NOUVELLES
09/10/2015 00:01 EDT | Actualisé 08/10/2016 01:12 EDT

Donner un prix au carbone: l'idée fait son chemin chez les entreprises et les politiques (étude)

Un total de 40 pays et 20 villes, régions ou provinces ont déjà mis en place ou se préparent à mettre en place un prix du carbone pour pénaliser les activités très émettrices en gaz à effet de serre, même si les prix restent très bas, selon une étude internationale.

Quelque 12% des émissions mondiales de gaz à effet de serre, jugés responsables du réchauffement climatique, sont couvertes par un système (taxe, marché des quotas, etc.) de prix du carbone, soit trois fois plus qu'il y a dix ans, détaille the New climate Economy (NCE), un projet de recherche international sur les conséquences économiques du changement climatique.

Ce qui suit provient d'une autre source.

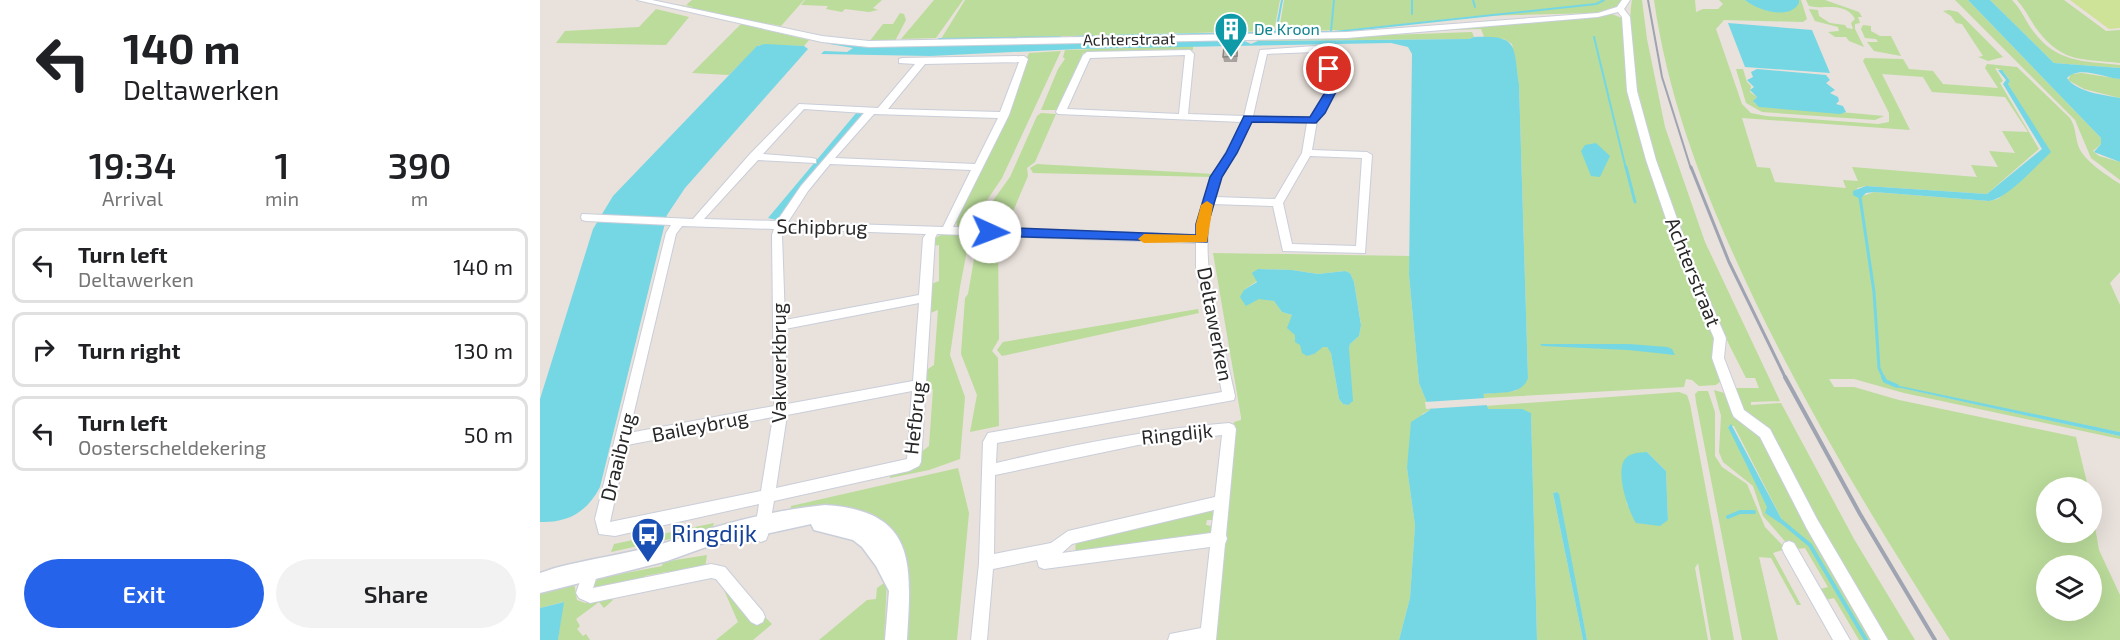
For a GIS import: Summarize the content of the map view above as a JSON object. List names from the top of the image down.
{
  "streets": {
    "street": [
      "Achterstraat",
      "Schipbrug",
      "Deltawerken",
      "Vakwerkbrug",
      "Hefbrug",
      "Baileybrug",
      "Ringdijk",
      "Draaibrug"
    ]
  },
  "crossings": [
    ["Schipbrug", "Deltawerken"],
    ["Schipbrug", "Vakwerkbrug"],
    ["Schipbrug", "Hefbrug"],
    ["Schipbrug", "Draaibrug"],
    ["Deltawerken", "Ringdijk"],
    ["Vakwerkbrug", "Hefbrug"],
    ["Vakwerkbrug", "Baileybrug"],
    ["Vakwerkbrug", "Draaibrug"],
    ["Hefbrug", "Baileybrug"],
    ["Hefbrug", "Draaibrug"],
    ["Baileybrug", "Draaibrug"]
  ],
  "places": {
    "building": ["De Kroon"],
    "bus stop": ["Ringdijk"]
  },
  "page": {
    "turn": ["140 m", "Deltawerken"],
    "eta": [
      "19:34",
      "Arrival",
      "1",
      "min",
      "390",
      "m"
    ],
    "list": [
      {
        "name": "Turn left",
        "note": "Deltawerken",
        "value": "140 m"
      },
      {
        "name": "Turn right",
        "value": "130 m"
      },
      {
        "name": "Turn left",
        "note": "Oosterscheldekering",
        "value": "50 m"
      }
    ],
    "buttons": ["Exit", "Share"]
  }
}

La Chine, l'Union européenne, la Corée du Sud, la Californie ou le Québec, ont ainsi mis en place une méthode de tarification du carbone.

Par ailleurs, "plus de 1.000 grandes entreprises et investisseurs soutiennent la mise en place d'un prix du carbone et 450 l'utilisent déjà en interne dans leurs décisions d'investissements, contre 150 en 2014", note l'étude.

Toutefois, "si ce mouvement est encourageant, les niveaux actuels des prix et la couverture des émissions qu'ils représentent sont toujours très bas", regrette le NCE.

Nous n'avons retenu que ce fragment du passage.